Saved data entries:
● ● ●
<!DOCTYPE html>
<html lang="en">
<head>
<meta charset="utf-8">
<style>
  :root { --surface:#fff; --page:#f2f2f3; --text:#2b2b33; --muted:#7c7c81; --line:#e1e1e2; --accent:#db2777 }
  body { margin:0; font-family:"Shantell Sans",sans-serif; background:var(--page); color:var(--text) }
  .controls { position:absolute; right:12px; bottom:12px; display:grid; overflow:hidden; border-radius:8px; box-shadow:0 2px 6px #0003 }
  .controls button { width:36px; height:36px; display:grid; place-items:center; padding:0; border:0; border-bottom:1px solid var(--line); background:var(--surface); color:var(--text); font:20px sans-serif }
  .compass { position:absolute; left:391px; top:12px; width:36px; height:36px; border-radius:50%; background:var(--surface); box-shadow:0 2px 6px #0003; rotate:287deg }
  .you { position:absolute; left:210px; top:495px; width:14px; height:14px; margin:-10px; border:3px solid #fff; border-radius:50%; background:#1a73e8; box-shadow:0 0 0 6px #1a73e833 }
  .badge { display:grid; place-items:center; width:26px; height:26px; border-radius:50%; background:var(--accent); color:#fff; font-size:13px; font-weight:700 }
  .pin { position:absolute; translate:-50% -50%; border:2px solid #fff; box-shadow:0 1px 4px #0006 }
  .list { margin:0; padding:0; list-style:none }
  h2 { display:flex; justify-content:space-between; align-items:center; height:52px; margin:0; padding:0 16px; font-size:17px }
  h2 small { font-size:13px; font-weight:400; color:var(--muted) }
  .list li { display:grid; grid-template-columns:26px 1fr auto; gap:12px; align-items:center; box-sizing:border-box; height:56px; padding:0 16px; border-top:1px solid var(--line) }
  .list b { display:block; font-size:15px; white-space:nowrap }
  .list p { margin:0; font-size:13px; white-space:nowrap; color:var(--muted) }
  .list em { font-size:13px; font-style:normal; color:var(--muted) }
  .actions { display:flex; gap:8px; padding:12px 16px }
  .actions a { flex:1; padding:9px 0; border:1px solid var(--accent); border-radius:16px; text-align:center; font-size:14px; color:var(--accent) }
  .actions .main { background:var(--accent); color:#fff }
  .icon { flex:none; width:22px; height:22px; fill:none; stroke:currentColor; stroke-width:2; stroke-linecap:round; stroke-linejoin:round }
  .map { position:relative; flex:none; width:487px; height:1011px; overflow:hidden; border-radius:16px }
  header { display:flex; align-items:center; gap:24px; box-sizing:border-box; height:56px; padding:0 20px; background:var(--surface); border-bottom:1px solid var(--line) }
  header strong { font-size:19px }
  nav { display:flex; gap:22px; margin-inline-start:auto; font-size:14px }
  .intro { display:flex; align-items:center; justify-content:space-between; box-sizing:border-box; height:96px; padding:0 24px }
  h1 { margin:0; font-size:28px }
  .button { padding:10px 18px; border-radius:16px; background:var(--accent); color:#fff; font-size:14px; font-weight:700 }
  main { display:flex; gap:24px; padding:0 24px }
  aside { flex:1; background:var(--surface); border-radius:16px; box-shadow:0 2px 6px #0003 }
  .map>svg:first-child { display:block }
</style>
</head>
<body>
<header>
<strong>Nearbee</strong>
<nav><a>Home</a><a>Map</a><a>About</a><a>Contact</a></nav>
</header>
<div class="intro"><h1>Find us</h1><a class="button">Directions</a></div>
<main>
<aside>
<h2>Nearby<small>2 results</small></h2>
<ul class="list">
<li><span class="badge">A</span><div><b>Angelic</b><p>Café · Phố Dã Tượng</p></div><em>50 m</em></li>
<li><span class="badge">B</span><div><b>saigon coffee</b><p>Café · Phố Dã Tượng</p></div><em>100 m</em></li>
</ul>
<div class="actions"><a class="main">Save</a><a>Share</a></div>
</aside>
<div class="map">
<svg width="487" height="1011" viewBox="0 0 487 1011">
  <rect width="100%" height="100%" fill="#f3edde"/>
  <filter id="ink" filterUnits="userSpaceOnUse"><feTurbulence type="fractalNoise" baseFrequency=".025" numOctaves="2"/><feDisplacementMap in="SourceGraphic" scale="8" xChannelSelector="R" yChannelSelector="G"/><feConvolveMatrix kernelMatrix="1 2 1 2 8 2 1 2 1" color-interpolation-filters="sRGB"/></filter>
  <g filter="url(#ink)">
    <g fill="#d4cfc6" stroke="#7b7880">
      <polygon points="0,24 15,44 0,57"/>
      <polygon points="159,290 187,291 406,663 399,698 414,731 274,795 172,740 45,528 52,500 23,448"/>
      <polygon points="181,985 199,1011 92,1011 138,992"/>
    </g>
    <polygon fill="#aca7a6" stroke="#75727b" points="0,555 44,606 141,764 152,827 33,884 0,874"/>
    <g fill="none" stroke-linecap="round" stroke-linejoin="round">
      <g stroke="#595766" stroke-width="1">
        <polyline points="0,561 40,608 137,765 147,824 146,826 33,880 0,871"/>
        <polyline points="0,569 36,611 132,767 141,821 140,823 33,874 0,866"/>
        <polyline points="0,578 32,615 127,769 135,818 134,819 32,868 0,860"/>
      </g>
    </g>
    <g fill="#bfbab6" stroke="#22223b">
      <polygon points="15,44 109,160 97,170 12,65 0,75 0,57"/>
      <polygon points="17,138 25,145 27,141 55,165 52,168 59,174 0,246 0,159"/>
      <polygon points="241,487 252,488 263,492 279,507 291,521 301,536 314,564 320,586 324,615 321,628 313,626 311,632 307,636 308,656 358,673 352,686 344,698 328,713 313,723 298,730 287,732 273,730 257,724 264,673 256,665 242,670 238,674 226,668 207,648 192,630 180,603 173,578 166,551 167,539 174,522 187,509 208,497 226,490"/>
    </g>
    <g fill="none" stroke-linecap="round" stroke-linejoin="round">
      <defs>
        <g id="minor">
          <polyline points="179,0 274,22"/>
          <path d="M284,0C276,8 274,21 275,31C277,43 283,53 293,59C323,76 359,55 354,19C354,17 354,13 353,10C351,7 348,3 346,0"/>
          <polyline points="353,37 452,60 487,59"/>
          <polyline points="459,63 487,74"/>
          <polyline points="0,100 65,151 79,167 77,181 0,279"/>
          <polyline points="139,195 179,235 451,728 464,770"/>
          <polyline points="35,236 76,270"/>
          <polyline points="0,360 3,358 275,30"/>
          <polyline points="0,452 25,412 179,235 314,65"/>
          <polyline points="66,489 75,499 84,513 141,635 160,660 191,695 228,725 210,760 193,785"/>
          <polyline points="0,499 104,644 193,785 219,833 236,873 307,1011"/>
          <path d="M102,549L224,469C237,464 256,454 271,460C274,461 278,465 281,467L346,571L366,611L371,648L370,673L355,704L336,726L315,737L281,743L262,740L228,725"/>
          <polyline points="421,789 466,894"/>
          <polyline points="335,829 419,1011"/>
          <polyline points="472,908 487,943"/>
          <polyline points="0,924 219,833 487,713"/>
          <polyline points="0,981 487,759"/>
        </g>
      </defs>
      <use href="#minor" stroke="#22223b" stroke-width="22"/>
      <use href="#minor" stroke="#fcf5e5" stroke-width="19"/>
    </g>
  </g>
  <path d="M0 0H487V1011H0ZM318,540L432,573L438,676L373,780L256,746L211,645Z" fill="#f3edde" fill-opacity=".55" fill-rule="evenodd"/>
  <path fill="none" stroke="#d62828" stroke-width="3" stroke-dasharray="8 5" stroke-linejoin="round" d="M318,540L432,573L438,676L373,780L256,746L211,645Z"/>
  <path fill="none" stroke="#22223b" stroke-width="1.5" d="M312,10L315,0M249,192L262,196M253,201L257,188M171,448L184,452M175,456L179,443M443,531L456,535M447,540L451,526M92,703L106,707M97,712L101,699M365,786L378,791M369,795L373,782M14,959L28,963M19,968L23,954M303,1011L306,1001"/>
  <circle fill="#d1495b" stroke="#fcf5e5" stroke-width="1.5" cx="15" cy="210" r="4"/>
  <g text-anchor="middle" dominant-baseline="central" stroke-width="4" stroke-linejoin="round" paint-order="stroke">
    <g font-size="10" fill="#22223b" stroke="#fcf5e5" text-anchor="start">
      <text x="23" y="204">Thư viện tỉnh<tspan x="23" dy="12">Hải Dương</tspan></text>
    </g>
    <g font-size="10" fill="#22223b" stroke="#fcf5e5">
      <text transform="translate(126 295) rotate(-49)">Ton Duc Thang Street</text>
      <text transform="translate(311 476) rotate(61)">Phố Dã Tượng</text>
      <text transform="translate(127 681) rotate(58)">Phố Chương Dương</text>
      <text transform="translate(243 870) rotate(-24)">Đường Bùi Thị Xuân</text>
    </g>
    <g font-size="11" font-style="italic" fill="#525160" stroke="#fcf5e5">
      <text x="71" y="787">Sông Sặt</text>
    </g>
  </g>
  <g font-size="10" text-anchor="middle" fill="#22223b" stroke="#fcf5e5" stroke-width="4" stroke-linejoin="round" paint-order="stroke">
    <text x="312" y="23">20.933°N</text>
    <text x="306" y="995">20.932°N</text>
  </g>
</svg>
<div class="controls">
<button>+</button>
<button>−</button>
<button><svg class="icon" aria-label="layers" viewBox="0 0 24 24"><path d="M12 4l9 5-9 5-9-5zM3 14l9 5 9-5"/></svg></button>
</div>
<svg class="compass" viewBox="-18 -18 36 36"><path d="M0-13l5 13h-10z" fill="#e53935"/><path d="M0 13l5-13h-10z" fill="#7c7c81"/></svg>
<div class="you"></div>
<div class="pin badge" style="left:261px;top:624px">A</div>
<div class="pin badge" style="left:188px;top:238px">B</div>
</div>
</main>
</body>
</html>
● ● ●
[Problem details]
In the records above, find every line that contains the word "grid" and copy it.

[Task response]
  .controls { position:absolute; right:12px; bottom:12px; display:grid; overflow:hidden; border-radius:8px; box-shadow:0 2px 6px #0003 }
  .controls button { width:36px; height:36px; display:grid; place-items:center; padding:0; border:0; border-bottom:1px solid var(--line); background:var(--surface); color:var(--text); font:20px sans-serif }
  .badge { display:grid; place-items:center; width:26px; height:26px; border-radius:50%; background:var(--accent); color:#fff; font-size:13px; font-weight:700 }
  .list li { display:grid; grid-template-columns:26px 1fr auto; gap:12px; align-items:center; box-sizing:border-box; height:56px; padding:0 16px; border-top:1px solid var(--line) }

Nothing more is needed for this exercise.